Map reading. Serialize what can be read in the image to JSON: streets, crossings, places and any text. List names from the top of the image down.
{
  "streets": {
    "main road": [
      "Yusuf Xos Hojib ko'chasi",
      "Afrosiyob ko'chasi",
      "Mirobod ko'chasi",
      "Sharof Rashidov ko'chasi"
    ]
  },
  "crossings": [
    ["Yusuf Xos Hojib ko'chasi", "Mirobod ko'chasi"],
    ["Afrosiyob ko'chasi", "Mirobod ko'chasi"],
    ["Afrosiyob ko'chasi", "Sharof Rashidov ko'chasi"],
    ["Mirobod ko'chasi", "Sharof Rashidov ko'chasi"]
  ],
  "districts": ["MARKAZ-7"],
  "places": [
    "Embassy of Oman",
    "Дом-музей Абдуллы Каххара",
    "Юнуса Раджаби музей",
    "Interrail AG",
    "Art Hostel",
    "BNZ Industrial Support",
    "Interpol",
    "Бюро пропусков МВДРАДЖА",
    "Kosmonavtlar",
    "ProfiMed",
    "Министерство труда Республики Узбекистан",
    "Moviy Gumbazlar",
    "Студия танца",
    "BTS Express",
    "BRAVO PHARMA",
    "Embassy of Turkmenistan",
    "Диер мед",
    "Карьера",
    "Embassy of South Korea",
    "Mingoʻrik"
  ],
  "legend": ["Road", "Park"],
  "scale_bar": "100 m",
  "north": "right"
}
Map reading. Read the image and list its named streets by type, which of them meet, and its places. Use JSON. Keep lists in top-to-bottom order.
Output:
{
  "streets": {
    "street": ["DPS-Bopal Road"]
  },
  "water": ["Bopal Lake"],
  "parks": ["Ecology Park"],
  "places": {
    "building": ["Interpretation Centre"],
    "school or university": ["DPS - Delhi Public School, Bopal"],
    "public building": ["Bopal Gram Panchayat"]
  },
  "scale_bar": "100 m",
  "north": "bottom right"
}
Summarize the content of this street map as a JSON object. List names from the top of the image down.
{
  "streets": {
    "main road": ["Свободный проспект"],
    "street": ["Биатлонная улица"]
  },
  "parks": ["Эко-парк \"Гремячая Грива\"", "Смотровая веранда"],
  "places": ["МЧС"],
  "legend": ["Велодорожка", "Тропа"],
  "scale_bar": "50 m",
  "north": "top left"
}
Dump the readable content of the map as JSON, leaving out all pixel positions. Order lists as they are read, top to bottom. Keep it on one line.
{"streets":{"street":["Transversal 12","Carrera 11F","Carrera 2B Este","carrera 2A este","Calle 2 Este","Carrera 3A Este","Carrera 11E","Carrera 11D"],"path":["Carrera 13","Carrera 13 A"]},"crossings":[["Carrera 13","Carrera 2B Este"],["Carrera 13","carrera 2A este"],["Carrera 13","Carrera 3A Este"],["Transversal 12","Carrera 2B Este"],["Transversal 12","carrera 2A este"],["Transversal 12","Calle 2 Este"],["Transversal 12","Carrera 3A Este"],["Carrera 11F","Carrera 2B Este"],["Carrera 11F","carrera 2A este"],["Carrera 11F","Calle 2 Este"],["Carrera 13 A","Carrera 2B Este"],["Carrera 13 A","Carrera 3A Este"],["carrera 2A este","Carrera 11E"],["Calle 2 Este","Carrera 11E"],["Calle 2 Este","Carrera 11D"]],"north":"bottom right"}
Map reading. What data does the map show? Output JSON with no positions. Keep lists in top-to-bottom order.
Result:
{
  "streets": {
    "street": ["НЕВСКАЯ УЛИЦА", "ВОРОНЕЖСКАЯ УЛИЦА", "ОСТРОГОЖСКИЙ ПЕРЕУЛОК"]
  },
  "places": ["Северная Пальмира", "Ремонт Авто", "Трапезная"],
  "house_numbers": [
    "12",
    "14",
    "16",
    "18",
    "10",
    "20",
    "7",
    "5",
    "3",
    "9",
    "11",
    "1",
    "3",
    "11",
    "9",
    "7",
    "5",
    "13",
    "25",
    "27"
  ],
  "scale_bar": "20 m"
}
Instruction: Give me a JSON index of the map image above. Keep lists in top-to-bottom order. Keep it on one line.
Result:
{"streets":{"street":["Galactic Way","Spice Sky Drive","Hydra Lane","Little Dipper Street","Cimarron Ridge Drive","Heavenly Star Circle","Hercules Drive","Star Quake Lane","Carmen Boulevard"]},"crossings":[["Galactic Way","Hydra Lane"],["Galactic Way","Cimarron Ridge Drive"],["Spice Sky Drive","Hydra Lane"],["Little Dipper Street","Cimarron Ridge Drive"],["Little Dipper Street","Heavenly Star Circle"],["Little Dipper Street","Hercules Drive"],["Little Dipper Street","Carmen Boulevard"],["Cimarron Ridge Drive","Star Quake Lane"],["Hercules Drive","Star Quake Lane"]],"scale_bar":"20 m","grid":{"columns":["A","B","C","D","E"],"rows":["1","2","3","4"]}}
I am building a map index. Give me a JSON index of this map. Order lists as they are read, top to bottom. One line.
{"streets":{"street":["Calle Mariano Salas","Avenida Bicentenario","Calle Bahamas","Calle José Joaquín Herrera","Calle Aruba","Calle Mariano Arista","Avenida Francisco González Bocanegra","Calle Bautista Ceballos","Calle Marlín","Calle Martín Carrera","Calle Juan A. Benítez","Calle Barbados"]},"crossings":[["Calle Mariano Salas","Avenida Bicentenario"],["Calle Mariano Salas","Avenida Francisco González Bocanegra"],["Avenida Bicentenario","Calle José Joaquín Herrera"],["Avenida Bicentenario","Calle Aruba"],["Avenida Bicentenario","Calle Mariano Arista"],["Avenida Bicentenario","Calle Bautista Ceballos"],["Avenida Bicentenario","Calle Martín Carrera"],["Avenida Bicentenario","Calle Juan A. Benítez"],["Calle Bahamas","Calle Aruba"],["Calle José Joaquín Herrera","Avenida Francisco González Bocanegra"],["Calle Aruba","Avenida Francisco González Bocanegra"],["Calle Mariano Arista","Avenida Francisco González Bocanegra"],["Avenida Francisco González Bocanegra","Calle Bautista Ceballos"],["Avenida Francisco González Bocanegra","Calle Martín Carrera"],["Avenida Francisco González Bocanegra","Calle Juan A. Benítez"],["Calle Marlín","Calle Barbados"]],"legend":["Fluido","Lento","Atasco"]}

***

#### Action item
Every entry above needs to be duplicated exactly.

#### Solution for this exercise
Map reading. Serialize what can be read in the image to JSON: streets, crossings, places and any text. List names from the top of the image down.
{
  "streets": {
    "main road": [
      "Yusuf Xos Hojib ko'chasi",
      "Afrosiyob ko'chasi",
      "Mirobod ko'chasi",
      "Sharof Rashidov ko'chasi"
    ]
  },
  "crossings": [
    ["Yusuf Xos Hojib ko'chasi", "Mirobod ko'chasi"],
    ["Afrosiyob ko'chasi", "Mirobod ko'chasi"],
    ["Afrosiyob ko'chasi", "Sharof Rashidov ko'chasi"],
    ["Mirobod ko'chasi", "Sharof Rashidov ko'chasi"]
  ],
  "districts": ["MARKAZ-7"],
  "places": [
    "Embassy of Oman",
    "Дом-музей Абдуллы Каххара",
    "Юнуса Раджаби музей",
    "Interrail AG",
    "Art Hostel",
    "BNZ Industrial Support",
    "Interpol",
    "Бюро пропусков МВДРАДЖА",
    "Kosmonavtlar",
    "ProfiMed",
    "Министерство труда Республики Узбекистан",
    "Moviy Gumbazlar",
    "Студия танца",
    "BTS Express",
    "BRAVO PHARMA",
    "Embassy of Turkmenistan",
    "Диер мед",
    "Карьера",
    "Embassy of South Korea",
    "Mingoʻrik"
  ],
  "legend": ["Road", "Park"],
  "scale_bar": "100 m",
  "north": "right"
}
Map reading. Read the image and list its named streets by type, which of them meet, and its places. Use JSON. Keep lists in top-to-bottom order.
Output:
{
  "streets": {
    "street": ["DPS-Bopal Road"]
  },
  "water": ["Bopal Lake"],
  "parks": ["Ecology Park"],
  "places": {
    "building": ["Interpretation Centre"],
    "school or university": ["DPS - Delhi Public School, Bopal"],
    "public building": ["Bopal Gram Panchayat"]
  },
  "scale_bar": "100 m",
  "north": "bottom right"
}
Summarize the content of this street map as a JSON object. List names from the top of the image down.
{
  "streets": {
    "main road": ["Свободный проспект"],
    "street": ["Биатлонная улица"]
  },
  "parks": ["Эко-парк \"Гремячая Грива\"", "Смотровая веранда"],
  "places": ["МЧС"],
  "legend": ["Велодорожка", "Тропа"],
  "scale_bar": "50 m",
  "north": "top left"
}
Dump the readable content of the map as JSON, leaving out all pixel positions. Order lists as they are read, top to bottom. Keep it on one line.
{"streets":{"street":["Transversal 12","Carrera 11F","Carrera 2B Este","carrera 2A este","Calle 2 Este","Carrera 3A Este","Carrera 11E","Carrera 11D"],"path":["Carrera 13","Carrera 13 A"]},"crossings":[["Carrera 13","Carrera 2B Este"],["Carrera 13","carrera 2A este"],["Carrera 13","Carrera 3A Este"],["Transversal 12","Carrera 2B Este"],["Transversal 12","carrera 2A este"],["Transversal 12","Calle 2 Este"],["Transversal 12","Carrera 3A Este"],["Carrera 11F","Carrera 2B Este"],["Carrera 11F","carrera 2A este"],["Carrera 11F","Calle 2 Este"],["Carrera 13 A","Carrera 2B Este"],["Carrera 13 A","Carrera 3A Este"],["carrera 2A este","Carrera 11E"],["Calle 2 Este","Carrera 11E"],["Calle 2 Este","Carrera 11D"]],"north":"bottom right"}
Map reading. What data does the map show? Output JSON with no positions. Keep lists in top-to-bottom order.
Result:
{
  "streets": {
    "street": ["НЕВСКАЯ УЛИЦА", "ВОРОНЕЖСКАЯ УЛИЦА", "ОСТРОГОЖСКИЙ ПЕРЕУЛОК"]
  },
  "places": ["Северная Пальмира", "Ремонт Авто", "Трапезная"],
  "house_numbers": [
    "12",
    "14",
    "16",
    "18",
    "10",
    "20",
    "7",
    "5",
    "3",
    "9",
    "11",
    "1",
    "3",
    "11",
    "9",
    "7",
    "5",
    "13",
    "25",
    "27"
  ],
  "scale_bar": "20 m"
}
Instruction: Give me a JSON index of the map image above. Keep lists in top-to-bottom order. Keep it on one line.
Result:
{"streets":{"street":["Galactic Way","Spice Sky Drive","Hydra Lane","Little Dipper Street","Cimarron Ridge Drive","Heavenly Star Circle","Hercules Drive","Star Quake Lane","Carmen Boulevard"]},"crossings":[["Galactic Way","Hydra Lane"],["Galactic Way","Cimarron Ridge Drive"],["Spice Sky Drive","Hydra Lane"],["Little Dipper Street","Cimarron Ridge Drive"],["Little Dipper Street","Heavenly Star Circle"],["Little Dipper Street","Hercules Drive"],["Little Dipper Street","Carmen Boulevard"],["Cimarron Ridge Drive","Star Quake Lane"],["Hercules Drive","Star Quake Lane"]],"scale_bar":"20 m","grid":{"columns":["A","B","C","D","E"],"rows":["1","2","3","4"]}}
I am building a map index. Give me a JSON index of this map. Order lists as they are read, top to bottom. One line.
{"streets":{"street":["Calle Mariano Salas","Avenida Bicentenario","Calle Bahamas","Calle José Joaquín Herrera","Calle Aruba","Calle Mariano Arista","Avenida Francisco González Bocanegra","Calle Bautista Ceballos","Calle Marlín","Calle Martín Carrera","Calle Juan A. Benítez","Calle Barbados"]},"crossings":[["Calle Mariano Salas","Avenida Bicentenario"],["Calle Mariano Salas","Avenida Francisco González Bocanegra"],["Avenida Bicentenario","Calle José Joaquín Herrera"],["Avenida Bicentenario","Calle Aruba"],["Avenida Bicentenario","Calle Mariano Arista"],["Avenida Bicentenario","Calle Bautista Ceballos"],["Avenida Bicentenario","Calle Martín Carrera"],["Avenida Bicentenario","Calle Juan A. Benítez"],["Calle Bahamas","Calle Aruba"],["Calle José Joaquín Herrera","Avenida Francisco González Bocanegra"],["Calle Aruba","Avenida Francisco González Bocanegra"],["Calle Mariano Arista","Avenida Francisco González Bocanegra"],["Avenida Francisco González Bocanegra","Calle Bautista Ceballos"],["Avenida Francisco González Bocanegra","Calle Martín Carrera"],["Avenida Francisco González Bocanegra","Calle Juan A. Benítez"],["Calle Marlín","Calle Barbados"]],"legend":["Fluido","Lento","Atasco"]}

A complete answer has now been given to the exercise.